(Stored items)
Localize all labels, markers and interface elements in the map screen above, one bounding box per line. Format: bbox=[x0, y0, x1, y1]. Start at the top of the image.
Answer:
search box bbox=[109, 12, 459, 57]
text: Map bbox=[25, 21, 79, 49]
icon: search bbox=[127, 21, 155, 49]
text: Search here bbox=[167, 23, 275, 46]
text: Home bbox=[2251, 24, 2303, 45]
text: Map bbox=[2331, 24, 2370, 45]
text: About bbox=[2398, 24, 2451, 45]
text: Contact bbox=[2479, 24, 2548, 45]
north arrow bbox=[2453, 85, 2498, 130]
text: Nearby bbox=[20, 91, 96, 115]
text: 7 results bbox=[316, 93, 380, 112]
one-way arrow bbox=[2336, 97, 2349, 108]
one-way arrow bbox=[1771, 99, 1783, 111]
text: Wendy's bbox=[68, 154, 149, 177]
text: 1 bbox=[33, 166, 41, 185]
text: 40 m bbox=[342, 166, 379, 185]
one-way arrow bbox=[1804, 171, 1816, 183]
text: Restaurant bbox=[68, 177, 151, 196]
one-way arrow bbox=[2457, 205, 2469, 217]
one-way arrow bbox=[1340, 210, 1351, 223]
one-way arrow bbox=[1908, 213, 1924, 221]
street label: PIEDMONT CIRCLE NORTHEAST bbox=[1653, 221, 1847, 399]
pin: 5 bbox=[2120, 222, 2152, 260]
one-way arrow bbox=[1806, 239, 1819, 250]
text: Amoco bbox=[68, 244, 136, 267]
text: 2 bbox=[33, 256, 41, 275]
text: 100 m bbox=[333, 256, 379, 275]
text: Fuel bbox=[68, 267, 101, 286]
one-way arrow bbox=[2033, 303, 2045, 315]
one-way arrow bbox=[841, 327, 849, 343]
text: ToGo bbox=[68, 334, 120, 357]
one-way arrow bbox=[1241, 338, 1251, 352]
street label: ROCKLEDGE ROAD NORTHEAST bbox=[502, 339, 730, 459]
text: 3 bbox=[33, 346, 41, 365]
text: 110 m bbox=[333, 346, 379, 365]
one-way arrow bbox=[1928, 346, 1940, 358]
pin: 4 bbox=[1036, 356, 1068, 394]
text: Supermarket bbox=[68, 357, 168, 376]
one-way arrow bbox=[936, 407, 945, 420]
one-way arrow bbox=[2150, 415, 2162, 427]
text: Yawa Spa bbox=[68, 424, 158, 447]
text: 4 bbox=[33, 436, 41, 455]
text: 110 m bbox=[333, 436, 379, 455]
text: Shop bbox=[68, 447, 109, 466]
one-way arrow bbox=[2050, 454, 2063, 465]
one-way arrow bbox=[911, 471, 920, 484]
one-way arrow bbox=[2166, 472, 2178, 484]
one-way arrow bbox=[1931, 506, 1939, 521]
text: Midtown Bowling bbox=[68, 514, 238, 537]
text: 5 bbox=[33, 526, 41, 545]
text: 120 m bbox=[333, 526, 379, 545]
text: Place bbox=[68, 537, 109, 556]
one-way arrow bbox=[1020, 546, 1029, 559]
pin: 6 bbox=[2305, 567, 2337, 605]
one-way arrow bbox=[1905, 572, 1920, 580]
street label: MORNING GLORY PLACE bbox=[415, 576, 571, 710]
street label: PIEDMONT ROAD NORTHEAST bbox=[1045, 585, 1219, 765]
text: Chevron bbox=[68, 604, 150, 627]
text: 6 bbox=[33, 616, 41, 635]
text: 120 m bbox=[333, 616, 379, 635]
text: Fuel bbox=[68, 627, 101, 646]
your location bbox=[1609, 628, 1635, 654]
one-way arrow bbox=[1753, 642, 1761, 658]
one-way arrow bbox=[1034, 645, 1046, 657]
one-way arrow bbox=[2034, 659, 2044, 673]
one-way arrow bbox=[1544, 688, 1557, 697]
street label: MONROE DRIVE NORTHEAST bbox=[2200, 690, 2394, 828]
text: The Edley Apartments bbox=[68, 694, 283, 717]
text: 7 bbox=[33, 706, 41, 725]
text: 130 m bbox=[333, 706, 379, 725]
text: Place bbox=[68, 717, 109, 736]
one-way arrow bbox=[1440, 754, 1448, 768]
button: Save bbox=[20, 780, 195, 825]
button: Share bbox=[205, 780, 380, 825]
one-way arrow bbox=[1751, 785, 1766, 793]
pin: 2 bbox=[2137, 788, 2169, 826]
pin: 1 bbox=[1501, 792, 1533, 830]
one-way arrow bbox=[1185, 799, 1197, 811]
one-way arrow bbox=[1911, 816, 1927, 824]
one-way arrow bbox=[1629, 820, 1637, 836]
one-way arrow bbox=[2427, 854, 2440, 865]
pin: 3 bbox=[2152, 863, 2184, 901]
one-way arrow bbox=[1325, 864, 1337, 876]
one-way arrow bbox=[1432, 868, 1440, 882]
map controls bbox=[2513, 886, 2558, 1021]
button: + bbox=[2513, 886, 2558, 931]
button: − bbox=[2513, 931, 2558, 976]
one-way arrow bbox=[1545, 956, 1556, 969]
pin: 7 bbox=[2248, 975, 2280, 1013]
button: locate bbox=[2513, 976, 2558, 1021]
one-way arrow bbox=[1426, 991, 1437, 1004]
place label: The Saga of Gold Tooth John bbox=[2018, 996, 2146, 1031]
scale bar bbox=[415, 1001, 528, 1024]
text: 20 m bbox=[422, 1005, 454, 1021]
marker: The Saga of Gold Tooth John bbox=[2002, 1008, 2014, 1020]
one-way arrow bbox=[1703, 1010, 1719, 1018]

| Work to complete |
When a line in the data holds the word "John", show that line.

| Written solution |
place label: The Saga of Gold Tooth John bbox=[2018, 996, 2146, 1031]
marker: The Saga of Gold Tooth John bbox=[2002, 1008, 2014, 1020]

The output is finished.